Chegg Lands in Hot Water; FTC Files Lawsuit
40 Million Victimized by Hacking Campaigns
After a total of four data breaches that date back to 2017, Chegg has finally found itself in the hot seat with the U.S. Federal Trade Commission (FTC). The government watchdog company has filed a lawsuit against education technology provider, Chegg Inc.
According to the FTC Bureau of Consumer Protection, Chegg has caused irreparable damages to its customers with its sloppy management. The lawsuit charged that the embattled company’s carelessness had resulted in confidential information of its customers and employees, being auctioned on Dark Web marketplaces.

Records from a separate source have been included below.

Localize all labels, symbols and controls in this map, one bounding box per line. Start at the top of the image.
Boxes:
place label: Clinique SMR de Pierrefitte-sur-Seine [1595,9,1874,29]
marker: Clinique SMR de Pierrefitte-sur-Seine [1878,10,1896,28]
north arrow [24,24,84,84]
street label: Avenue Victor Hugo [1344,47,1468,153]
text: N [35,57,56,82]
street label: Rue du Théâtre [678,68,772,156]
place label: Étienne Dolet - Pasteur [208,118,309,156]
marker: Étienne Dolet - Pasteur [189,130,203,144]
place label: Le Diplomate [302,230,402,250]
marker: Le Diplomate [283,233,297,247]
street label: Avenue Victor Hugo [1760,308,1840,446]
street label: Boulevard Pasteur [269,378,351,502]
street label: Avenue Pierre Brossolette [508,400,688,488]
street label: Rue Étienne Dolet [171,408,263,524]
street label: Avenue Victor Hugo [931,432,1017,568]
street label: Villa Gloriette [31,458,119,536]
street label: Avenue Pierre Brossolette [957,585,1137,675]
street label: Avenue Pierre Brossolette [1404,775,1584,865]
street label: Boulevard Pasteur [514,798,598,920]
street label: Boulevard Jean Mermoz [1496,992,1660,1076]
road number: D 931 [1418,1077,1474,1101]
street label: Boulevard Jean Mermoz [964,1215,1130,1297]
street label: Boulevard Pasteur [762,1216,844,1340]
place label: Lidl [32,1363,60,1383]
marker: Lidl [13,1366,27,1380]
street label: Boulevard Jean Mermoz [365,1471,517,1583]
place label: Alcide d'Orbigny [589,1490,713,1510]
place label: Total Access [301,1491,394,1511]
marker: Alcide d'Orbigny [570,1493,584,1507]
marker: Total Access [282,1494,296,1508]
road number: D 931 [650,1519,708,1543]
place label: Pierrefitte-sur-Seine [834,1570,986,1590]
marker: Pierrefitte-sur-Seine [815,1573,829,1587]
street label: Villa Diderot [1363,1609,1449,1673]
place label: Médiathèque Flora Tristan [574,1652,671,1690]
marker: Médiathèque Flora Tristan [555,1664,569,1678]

With the reported breaches carried out by criminal hackers, the scale of damage is catastrophic, ranging in tens of millions of data being compromise in the devastating hacks.
The Commission has charged that the corporation must improve its security protocol to prevent future hack attacks from threat actors. Additionally, abandoned accounts should be wiped free of private data, to prevent them from landing in the hands of dark web hackers. Also, the FTC prohibits the company from preemptively collecting superfluous data from prospective clients.
According to documented files, Chegg, since September 2017 has been infiltrated in four attacks by hackers. And over that period, the company continues to conceal the breaches that negatively impacted its clients and employees, who have since become victims of several phishing scams.
Data Breach affects 40 Million Users
The FTC’s complaint revealed a list of cyber security breaches on Chegg’s platform.
In 2017, the first attack on Chegg affected its Amazon S3 buckets where the incident involves login credentials being utilized by one of its former contractors. By April 2018, law enforcement tracked 25 million personal data stolen from Chegg on some popular dark web markets.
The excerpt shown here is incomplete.